Serge Lutens has always been known for his capacity to create a provocative perfumery. As his work has progressed you can only see that the definition of "provocative" has become more physical. In Laine de Verre, an interesting abrasive opus, this tendency started being felt more tangibly. La Vierge de Fer evoked a torture instrument but then the jus itself was rather velvety.
Lutens' discourse has often been filled with physical metaphors of fight and struggle and social antagonism. Four of his favorite writers are reputed for their anti-social itineraries: Jean Genêt, Antonin Artaud, Louis-Ferdinand Céline, but also the more ambivalent figure of Proust, both a snob and closet renegate. So, there is in his universe, apart from the softness of pastries and the refinement of aestheticism, a quest for rawness, the rawness of emotions and truth, something that goes beyond social appearances.
L'Incendiaire is his best angry-man pamphlet to date. In it, he expresses his anger at polite society by using one of its most polite intruments, perfume, and turning it into an expressive and aggressive weapon to question our notion of the perfuming and disguising gesture, pointing out to necessary, salubrious discomfort instead for our souls.

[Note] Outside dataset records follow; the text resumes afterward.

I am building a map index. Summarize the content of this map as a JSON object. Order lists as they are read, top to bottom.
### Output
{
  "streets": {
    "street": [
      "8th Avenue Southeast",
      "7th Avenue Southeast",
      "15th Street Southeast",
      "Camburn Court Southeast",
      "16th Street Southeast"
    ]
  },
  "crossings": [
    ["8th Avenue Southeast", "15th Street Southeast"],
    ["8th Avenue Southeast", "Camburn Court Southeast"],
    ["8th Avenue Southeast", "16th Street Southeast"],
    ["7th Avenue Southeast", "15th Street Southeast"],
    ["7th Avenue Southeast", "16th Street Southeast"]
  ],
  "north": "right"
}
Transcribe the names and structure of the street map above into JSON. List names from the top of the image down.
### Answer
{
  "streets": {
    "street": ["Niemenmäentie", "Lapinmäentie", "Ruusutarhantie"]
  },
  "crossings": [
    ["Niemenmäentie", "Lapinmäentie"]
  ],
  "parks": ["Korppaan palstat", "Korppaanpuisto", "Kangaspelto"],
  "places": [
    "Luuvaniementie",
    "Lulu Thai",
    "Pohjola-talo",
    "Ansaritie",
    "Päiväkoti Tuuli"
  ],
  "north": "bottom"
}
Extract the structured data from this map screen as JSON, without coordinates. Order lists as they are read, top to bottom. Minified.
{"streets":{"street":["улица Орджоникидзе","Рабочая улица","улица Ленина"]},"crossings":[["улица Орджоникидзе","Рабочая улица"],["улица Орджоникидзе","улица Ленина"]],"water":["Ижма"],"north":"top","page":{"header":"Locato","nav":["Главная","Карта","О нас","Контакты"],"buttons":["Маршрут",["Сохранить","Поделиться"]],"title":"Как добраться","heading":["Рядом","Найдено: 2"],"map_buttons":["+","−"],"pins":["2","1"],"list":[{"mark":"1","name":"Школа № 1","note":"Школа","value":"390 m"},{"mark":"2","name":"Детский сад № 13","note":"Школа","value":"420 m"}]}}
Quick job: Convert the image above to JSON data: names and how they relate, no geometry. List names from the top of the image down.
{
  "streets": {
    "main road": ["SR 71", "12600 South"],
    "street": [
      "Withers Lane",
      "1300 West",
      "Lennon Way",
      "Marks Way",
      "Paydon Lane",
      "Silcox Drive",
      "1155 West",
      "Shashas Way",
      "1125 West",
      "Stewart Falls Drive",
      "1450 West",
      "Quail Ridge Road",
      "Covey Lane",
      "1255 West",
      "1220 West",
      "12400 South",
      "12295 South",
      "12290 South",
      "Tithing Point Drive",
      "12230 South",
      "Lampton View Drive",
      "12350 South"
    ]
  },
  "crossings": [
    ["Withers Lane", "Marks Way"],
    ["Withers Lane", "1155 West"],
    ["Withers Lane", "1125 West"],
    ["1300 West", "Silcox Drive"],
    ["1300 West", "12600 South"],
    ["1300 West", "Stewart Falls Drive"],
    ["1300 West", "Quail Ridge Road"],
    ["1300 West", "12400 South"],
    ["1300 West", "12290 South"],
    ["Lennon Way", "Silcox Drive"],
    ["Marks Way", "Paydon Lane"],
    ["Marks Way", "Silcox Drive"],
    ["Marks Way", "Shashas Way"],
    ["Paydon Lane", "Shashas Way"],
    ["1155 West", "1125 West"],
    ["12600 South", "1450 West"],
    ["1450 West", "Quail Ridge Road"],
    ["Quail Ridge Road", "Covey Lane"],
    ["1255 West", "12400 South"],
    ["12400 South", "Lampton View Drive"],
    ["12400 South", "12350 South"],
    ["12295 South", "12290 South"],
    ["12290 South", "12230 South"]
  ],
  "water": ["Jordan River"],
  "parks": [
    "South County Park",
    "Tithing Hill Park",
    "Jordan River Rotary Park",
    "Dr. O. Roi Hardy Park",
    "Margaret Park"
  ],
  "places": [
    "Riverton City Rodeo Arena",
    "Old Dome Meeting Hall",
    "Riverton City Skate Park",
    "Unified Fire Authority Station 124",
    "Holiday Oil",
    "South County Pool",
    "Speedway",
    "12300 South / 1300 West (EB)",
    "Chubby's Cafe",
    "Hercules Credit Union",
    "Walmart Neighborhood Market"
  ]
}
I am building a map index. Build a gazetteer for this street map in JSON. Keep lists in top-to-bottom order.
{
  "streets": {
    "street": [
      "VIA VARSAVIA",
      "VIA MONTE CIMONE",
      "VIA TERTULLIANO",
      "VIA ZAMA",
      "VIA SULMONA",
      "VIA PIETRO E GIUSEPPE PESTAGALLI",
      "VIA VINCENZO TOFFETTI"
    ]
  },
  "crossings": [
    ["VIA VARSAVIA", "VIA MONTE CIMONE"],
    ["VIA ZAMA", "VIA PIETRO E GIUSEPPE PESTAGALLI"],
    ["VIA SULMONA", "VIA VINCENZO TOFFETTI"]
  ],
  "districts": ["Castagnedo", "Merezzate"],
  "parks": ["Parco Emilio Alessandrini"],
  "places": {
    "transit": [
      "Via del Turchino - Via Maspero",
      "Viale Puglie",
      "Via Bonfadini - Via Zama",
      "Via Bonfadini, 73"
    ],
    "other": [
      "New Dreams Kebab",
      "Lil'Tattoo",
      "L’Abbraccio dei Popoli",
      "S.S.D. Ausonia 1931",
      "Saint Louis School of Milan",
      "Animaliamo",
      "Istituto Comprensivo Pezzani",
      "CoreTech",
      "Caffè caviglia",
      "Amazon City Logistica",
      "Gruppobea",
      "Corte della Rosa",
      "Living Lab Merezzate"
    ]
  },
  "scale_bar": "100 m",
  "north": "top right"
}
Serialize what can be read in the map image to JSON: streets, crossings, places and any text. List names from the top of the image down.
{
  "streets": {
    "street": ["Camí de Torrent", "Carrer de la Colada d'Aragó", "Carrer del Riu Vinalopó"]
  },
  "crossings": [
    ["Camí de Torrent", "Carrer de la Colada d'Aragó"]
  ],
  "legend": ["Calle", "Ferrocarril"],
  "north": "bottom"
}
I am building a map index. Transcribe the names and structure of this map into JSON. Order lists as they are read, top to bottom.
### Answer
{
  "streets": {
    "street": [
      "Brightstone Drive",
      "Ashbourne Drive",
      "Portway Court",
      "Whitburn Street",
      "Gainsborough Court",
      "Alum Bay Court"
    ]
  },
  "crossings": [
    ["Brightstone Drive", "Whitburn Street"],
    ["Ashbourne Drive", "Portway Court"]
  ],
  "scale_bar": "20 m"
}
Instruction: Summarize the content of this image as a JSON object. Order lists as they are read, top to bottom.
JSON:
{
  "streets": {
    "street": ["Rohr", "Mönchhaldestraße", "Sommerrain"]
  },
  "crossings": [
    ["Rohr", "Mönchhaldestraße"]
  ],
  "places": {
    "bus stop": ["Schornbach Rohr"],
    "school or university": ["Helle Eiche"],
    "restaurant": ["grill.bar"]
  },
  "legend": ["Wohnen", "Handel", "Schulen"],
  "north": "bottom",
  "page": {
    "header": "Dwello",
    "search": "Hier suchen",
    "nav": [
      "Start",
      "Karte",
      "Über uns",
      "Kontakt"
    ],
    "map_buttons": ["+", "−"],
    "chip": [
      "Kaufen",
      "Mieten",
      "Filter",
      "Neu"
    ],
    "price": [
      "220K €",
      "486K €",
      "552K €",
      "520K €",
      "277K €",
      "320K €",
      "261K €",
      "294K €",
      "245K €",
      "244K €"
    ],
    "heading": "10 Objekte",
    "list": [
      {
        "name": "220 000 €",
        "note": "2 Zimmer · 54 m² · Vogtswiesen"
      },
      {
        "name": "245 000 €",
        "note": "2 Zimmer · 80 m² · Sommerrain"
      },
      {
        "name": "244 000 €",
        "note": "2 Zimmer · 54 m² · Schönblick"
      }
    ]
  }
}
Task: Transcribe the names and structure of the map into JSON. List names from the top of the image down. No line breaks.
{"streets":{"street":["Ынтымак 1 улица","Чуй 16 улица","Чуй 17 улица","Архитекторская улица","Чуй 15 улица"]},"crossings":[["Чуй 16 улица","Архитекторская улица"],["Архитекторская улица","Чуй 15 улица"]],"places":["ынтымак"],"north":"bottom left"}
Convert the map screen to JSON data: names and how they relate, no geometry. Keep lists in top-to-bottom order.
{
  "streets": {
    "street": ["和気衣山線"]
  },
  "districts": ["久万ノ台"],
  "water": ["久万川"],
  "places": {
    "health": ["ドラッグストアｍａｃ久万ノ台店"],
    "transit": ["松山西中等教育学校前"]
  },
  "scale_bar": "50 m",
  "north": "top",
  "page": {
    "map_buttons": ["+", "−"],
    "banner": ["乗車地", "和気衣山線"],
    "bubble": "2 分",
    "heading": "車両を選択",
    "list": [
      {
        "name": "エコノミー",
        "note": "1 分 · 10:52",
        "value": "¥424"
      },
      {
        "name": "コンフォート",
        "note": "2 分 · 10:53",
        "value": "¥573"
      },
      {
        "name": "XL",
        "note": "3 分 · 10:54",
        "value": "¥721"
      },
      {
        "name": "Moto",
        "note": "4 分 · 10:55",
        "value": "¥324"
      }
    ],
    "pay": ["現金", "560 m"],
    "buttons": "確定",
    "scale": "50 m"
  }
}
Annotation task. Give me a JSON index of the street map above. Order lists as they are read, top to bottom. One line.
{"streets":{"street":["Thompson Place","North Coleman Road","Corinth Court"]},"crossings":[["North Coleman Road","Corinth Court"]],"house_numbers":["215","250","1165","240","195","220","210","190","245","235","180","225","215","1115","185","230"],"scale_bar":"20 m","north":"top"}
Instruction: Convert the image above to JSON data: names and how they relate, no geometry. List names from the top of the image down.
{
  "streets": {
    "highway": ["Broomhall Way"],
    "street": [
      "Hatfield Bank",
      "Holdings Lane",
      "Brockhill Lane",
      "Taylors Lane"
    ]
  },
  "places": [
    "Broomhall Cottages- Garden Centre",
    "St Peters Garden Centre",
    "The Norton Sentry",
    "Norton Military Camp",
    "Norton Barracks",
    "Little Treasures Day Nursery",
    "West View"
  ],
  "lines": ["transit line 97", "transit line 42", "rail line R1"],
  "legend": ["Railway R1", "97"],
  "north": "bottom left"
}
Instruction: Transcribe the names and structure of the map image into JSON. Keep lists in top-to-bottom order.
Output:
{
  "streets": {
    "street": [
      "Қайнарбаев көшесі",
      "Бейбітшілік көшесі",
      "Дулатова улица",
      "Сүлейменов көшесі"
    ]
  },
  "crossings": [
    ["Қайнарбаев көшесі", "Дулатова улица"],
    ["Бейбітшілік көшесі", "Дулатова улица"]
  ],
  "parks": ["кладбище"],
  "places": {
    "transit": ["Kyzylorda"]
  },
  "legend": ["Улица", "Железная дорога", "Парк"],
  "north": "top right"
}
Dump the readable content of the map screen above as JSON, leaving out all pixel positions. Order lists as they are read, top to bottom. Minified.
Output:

If gourmand perfumes are singing the pleasures of a well-nourished society keen on slimming down, fragrances like L'Incendiaire are more like a wake-up call for us not to get too comfortable in our luxuries and habits. The fact that the fragrance is priced at $600 might indicate that like Robin Hood, Lutens only targets the rich to redistribute more equally. If you see this new Section d'Or as a fund-raising attempt to get more money to devote to his more accessible creative perfumery, then, yes, he is doing something akin to an anti-establishment gesture. But to me, it feels more like L'Incendiaire is a psychological opus filled with the contradictions of its creator who both loves luxury and needs his distance from the social order which makes it meaningful. Section d'Or is really a golden island and break-away territory of freedom where solitude is the ultimate luxury for Lutens.